O desembarque em Abrolhos só pode ser feito na Ilha da Siriba, que é tomada pelos atobás, quem nem se incomodam com a presença das pessoas. Como os pássaros fazem os ninhos no chão, só é permitido caminhar numa trilha demarcada. Também é possível desembarcar na ilha de Santa Bárbara, mas só com prévia autorização da marinha, que mantém um antigo farol construído em 1861 para orientar os navegadores naquelas águas traiçoeiras para as embarcações por conta dos bancos de corais.

Quem participa dos passeios de live aboarding tem o privilégio de ver Abrolhos de muitos ângulos diferentes, podem acompanhar a algazarra dos atobás em voos rasantes à beira dos costões, assistir ao entardecer belíssimo e ainda observar o céu estrelado em pleno alto-mar.

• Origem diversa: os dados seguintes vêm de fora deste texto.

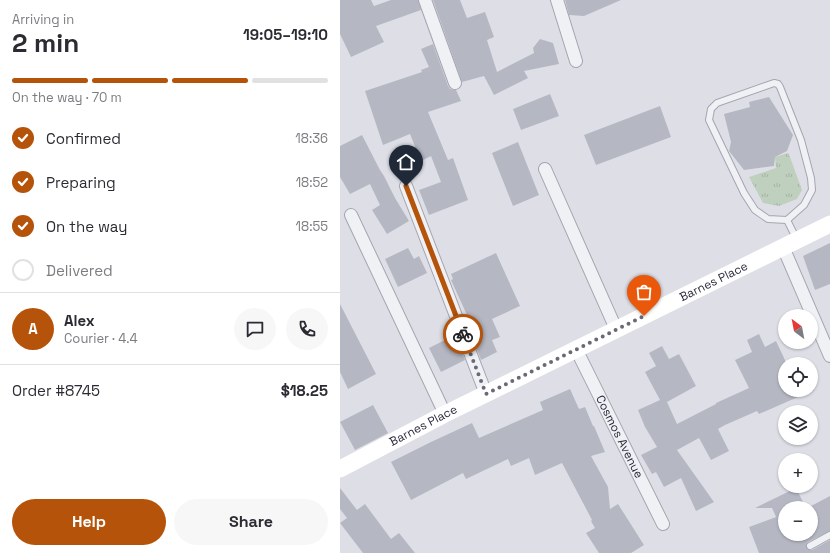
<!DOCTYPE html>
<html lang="en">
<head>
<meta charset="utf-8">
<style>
	:root { --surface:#fff; --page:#f7f7f7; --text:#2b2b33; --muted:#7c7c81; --line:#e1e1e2; --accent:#b45309 }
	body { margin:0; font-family:"Space Grotesk",sans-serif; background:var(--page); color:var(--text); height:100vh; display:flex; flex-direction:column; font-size:15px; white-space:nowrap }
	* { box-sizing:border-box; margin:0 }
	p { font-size:13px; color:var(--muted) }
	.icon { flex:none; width:22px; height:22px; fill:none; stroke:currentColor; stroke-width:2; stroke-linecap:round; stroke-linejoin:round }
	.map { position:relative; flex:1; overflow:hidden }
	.sheet { display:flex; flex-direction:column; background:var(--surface); width:340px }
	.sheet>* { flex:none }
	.needle { width:26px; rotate:328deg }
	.tools { position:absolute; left:438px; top:309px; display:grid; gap:8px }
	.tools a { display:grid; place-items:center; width:40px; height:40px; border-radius:50%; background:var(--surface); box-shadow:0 1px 3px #0004; font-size:20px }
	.pin { position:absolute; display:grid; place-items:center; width:34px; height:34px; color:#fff; margin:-41px -17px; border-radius:50% 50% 50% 0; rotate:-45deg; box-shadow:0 0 4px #0007 }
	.pin .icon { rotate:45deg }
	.courier { position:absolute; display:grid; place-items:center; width:40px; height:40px; margin:-20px; border:3px solid #b45309; border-radius:50%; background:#fff; color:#222; box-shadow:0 1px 5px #0007 }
	.overview em { font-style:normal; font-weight:700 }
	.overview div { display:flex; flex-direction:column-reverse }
	.overview { display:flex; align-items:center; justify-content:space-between; height:68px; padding:0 12px }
	h1 { font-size:26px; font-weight:700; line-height:30px }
	.bar { display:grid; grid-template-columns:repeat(4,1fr); gap:6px 4px; align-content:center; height:48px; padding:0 12px }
	.bar i { height:5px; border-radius:3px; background:var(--line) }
	.bar .active { background:var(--accent) }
	.bar p { grid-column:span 4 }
	.line { display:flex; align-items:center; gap:10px; padding:0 12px; border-top:1px solid var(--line) }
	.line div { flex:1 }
	.round { display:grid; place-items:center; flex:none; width:42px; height:42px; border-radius:21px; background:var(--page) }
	ol { padding:0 12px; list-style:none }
	li { display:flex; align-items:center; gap:12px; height:44px }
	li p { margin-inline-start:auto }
	li .icon { padding:4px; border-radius:50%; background:var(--accent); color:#fff; stroke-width:4 }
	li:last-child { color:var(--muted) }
	li i { width:22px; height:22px; border:2px solid var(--line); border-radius:50% }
	.action { display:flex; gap:8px; margin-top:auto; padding:8px 12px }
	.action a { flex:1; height:46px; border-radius:24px; background:var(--accent); color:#fff; font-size:16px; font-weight:700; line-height:46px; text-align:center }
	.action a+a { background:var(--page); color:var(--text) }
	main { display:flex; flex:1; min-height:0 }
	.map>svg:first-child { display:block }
	.grass { fill:url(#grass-tufts) }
	.building { fill:#b5b8c3 }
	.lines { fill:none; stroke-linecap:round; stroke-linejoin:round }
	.lane-casing { stroke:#a4a5b0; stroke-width:8 }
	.street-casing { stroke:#a4a5b0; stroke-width:14 }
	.lane { stroke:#f0f1f5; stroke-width:6 }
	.street { stroke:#f0f1f5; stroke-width:12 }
	.secondary { stroke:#fff; stroke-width:17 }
	.done { stroke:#686a78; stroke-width:4; stroke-dasharray:0 7.2 }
	.route { stroke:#b45309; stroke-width:5 }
	.labels { text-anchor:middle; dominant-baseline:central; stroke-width:4; stroke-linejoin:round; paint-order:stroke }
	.street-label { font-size:12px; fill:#282b3c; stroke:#edeef4 }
</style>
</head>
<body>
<main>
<section class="sheet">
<div class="overview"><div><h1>2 min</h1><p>Arriving in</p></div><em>19:05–19:10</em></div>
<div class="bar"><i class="active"></i><i class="active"></i><i class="active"></i><i></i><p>On the way · 70 m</p></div>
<ol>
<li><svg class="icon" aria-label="check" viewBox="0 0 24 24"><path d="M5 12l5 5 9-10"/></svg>Confirmed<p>18:36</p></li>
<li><svg class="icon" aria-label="check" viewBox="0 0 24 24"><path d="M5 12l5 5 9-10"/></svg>Preparing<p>18:52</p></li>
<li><svg class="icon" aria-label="check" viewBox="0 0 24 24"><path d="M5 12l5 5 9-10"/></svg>On the way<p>18:55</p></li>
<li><i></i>Delivered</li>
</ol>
<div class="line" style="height:72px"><b class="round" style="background:var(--accent);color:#fff">A</b><div><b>Alex</b><p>Courier · 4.4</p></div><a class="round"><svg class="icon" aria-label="chat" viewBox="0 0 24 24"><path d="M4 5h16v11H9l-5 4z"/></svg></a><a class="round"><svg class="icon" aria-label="phone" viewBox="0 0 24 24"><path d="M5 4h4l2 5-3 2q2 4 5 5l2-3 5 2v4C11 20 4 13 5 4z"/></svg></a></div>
<div class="line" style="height:52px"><div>Order #8745</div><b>$18.25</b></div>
<div class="action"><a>Help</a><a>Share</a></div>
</section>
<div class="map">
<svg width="490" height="553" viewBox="0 0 490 553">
	<defs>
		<pattern id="grass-tufts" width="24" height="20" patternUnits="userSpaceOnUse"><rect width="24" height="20" fill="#c0d0bf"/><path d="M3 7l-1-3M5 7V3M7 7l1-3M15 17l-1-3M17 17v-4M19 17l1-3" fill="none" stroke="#a5b3a5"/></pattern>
	</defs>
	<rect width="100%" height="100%" fill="#dedfe6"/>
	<!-- grass -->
	<polygon class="grass" points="448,153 450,157 462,190 457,199 439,206 423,203 409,177 436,168 435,157"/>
	<!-- building -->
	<g class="building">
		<polygon points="0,0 31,0 34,6 51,0 78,0 81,10 36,26 44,42 11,57 0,34"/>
		<polygon points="93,0 120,0 127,18 145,12 154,37 147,40 157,72 194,53 193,48 200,39 213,43 219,64 184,71 188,78 154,95 144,76 122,82"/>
		<polygon points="225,0 281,0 244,16 229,15"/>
		<polygon points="93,44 108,86 110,89 116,90 121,101 88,112 108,160 113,158 128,200 89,215 79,190 101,182 91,156 81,161 70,134 43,145 25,91 82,72 81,70 89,67 81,49"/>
		<polygon points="210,94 219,116 181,130 173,109"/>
		<polygon points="429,97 453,135 447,151 435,157 434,166 404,170 389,151 391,142 384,114 410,107 409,102"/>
		<polygon points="320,106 331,137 256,165 244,135"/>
		<polygon points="22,135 40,170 44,176 55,198 69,221 47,234 32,210 40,205 30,184 10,194 0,177 0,146"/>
		<polygon points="178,142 199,195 173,206 152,153"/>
		<polygon points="490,243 490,284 475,290 463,256"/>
		<polygon points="68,248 74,259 79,256 87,273 58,287 45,259"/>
		<polygon points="156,253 180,306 152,319 160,337 152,340 157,352 141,360 129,328 132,326 111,280 113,279 111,274"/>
		<polygon points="0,304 36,374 8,389 0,372"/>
		<polygon points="419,334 425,347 436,341 445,360 445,390 474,390 419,414 417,411 385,425 378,429 389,451 371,460 359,438 337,450 374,502 356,511 341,478 324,487 316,472 312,474 301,455 317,447 305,427 298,410 320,400 305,372 316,366 309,353 322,346 329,359 339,354 356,386 327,402 337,424 376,404 376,403 409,388 395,360 412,352 407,340"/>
		<polygon points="115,335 125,360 101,372 89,348"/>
		<polygon points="230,389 239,409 245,407 253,426 254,426 265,452 251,456 268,487 270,509 278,504 304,545 291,553 259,553 246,533 255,528 251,521 252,520 222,463 195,475 189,458 171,466 168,459 126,479 123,473 71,500 51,462 91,442 132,423 139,438 203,410 200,402"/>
		<polygon points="33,405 48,433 15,450 0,422"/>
		<polygon points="0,488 17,510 25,504 51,539 59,533 75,553 23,553 0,523 7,518 0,509"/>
		<polygon points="456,488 466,508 445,508 445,534 471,534 471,506 490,496 490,531 468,542 466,546 468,550 472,550 490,540 490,553 419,553 409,527 436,517 432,508 415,508"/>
	</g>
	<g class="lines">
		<!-- lane casing -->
		<g class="lane-casing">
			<g id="lane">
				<polygon points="434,83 438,84 440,87 461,140 471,178 472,190 464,205 447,220 428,219 415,210 404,193 369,120 371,109 377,103"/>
				<polyline points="447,220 457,240"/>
				<polyline points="470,546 490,535"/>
			</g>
		</g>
		<!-- street casing -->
		<g class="street-casing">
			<g id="street">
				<polyline points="85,0 115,83"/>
				<polyline points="217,0 236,61"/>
				<polyline points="205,169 276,329"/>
				<polyline points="66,186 146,394"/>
				<polyline points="11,215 105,414"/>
				<polyline points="443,247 490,356"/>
				<path id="s1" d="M236,349L323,524"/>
			</g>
		</g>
		<!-- lane -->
		<use href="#lane" class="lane"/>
		<!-- street -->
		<use href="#street" class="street"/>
		<!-- secondary -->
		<path class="secondary" id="s2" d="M0,469L105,414L490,224"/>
	</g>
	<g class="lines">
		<!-- done -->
		<polyline class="done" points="123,334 146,394 304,316"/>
		<!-- route -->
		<polyline class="route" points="66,186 123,334"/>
	</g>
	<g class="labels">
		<!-- street labels -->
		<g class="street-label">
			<text stroke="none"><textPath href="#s2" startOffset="418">Barnes Place</textPath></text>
			<text stroke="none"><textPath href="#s2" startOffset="94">Barnes Place</textPath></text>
			<text stroke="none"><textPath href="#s1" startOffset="98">Cosmos Avenue</textPath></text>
		</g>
	</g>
</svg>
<div class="tools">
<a><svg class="needle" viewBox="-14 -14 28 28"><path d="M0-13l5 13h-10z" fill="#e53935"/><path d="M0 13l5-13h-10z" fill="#7c7c81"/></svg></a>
<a><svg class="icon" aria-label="locate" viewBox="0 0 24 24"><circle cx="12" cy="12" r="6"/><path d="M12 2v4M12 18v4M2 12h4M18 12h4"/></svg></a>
<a><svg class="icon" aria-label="layers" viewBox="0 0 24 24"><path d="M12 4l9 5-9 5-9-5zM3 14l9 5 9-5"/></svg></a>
<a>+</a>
<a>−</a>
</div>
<div class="pin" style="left:304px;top:316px;background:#ea580c"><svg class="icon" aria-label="bag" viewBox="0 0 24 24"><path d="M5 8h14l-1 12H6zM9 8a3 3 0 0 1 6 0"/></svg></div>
<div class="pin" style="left:66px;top:186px;background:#1f2937"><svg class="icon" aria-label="home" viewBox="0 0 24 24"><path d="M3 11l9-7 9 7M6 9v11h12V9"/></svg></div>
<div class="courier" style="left:123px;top:334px"><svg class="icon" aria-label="bike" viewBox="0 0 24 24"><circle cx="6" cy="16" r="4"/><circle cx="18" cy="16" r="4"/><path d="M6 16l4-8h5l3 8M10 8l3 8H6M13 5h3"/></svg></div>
</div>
</main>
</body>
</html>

Abrolhos é para quem busca algo mais do que uma mera beira de praia para petiscar ou jogar frescobol, coisas que por lá não há. É para quem busca uma experiência mais intensa com o oceano e quer viver a emoção do encontro com as grandes jubartes no ambiente natural. Que o diga o pescador Manoel Sampaio, de Linhares-ES, que sempre sonhou em ir pra lá, mesmo sem saber exatamente o motivo. O pescador não lembra a própria idade, “oitenta e lá vai pedrada, tem que olhar no documento”, mas nunca esqueceu as histórias contadas pelos mais velhos sobre as grandes baleias e as maravilhas de Abrolhos. Em agosto, esteve lá, finalmente, pela primeira vez, a contemplar o entardecer sentado ao pé do farol. Na ocasião, o pescador capixaba não falou quase nada, mas pelo semblante parecia entender que um lugar daqueles não se encontra assim em qualquer esquina.

Quando Ir

Para ver as baleias jubarte é preciso ir a Abrolhos entre julho e novembro, época em que quase 3 mil desses grandes mamíferos marinhos chegam da Antártida para reproduzir e acasalar nas águas mornas da costa sul da Bahia.